Rabu, 11 Agustus 2010

Solo (Ekstase) Festival

Oleh Bandung Mawardi

Solo menjelma jadi kota festival. Agenda festival sepanjang 2010 menjadi bukti kemauan Solo mewartakan diri sebagai kota yang hendak memikat dunia. Ambisi ini mungkin memang mengandaikan proyek kultural kendati ada pamrih menjadikan Solo sebagai lahan investasi atau kota pelancongan. Nalar ekonomi dan pariwisata masuk dalam konstruksi Solo sebagai kota festival. Penentuan jadwal, materi, visi, atau misi dari sekian festival kentara mengolah adonan pelbagai kepentingan ekonomi, seni, politik, pariwisata, pendidikan, dan kultural.

Catatan atas pencapaian dan kelemahan festival-festival di Solo menandakan ada kesamaran dalam pemahaman konsep dan aplikasi. Pencapaian tampak dari pemartabatan tradisi lokal, kampung, dan etnik.
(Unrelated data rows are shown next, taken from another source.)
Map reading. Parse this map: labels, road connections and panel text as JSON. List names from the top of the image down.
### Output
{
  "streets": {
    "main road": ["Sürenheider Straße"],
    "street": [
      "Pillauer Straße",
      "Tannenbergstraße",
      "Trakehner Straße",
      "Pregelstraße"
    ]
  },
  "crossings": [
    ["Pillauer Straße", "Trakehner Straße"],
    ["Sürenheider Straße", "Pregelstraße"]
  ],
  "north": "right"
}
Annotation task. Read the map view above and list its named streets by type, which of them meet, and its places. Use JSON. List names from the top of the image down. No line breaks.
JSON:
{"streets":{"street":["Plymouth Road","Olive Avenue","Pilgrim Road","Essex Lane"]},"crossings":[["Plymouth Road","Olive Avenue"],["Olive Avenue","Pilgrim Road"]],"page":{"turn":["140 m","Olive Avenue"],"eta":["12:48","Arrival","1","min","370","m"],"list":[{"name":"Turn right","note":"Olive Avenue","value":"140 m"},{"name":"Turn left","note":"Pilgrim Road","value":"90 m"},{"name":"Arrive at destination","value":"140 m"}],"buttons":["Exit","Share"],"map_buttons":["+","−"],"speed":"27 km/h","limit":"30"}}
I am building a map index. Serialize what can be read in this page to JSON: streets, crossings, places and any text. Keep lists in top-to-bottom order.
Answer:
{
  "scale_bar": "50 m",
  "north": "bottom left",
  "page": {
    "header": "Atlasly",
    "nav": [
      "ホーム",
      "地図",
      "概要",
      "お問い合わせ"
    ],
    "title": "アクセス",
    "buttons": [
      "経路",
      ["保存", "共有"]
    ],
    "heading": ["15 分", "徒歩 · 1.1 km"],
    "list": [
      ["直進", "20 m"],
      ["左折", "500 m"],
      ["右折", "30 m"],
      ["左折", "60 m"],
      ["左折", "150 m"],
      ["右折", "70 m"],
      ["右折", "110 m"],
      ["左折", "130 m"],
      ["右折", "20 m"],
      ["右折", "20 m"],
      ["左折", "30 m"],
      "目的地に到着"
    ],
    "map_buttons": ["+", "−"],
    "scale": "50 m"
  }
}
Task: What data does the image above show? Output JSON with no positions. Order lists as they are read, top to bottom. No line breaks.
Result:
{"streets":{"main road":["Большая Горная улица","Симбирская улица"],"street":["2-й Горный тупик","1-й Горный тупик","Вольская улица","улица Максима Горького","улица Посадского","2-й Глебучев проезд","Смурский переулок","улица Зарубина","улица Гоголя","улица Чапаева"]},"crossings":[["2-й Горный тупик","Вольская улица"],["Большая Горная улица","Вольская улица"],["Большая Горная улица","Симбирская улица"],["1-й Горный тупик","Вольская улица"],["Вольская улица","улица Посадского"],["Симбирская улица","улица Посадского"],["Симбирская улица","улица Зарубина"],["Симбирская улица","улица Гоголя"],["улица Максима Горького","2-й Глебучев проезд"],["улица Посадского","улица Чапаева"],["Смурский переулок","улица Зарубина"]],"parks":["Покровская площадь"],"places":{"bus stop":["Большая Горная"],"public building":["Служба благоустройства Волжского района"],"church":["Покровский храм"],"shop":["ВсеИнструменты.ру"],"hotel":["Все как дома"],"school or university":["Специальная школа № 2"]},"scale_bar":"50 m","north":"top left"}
Kelemahan pun tampak dalam pembuatan desain dan kesadaran dalam pembentukan jejaring dengan festival di kota atau negara lain. Ambisi Solo menjadi kota festival sedang ingin dibuktikan. Joko Widodo selaku Wali Kota Solo optimistis, rangkaian festival bakal menjadi investasi untuk meningkatkan reputasi kota (Kompas, 24 Juli 2010).

Publik memang terkesima dengan rangkaian festival bertaraf lokal, nasional, atau internasional selama 2010. Sebut misalnya Solo International Ethnic Music (SIEM), Solo Menari, Festival Seni Kampung Solo, Solo Culinary Festival, Solo International Performing Art (SIPA), Solo Keroncong Festival, Festival Teater SMA, Festival Kethoprak Remaja, dan Festival Dalang Anak. Penamaan dan pemaknaan festival itu patut dipertanyakan ulang. Pemakaian bahasa pun bisa menjadi indikasi dari orientasi proyek festival di Solo.

Festival

Istilah festival dalam Kamus Besar Bahasa Indonesia (2005) diartikan sebagai hari atau pekan gembira dalam rangka peringatan peristiwa penting dan bersejarah atau pesta rakyat. Definisi ini sudah mengesankan bahwa agenda festival di Solo memang cenderung untuk menjelma sebagai pesta rakyat. Pembuktian ini tampak dari pilihan tempat, tema, tiket gratis, dan antusiasme partisipasi publik. Pembenaran ini juga menyisakan tanya dalam urusan pilihan sajian, seniman, atau format.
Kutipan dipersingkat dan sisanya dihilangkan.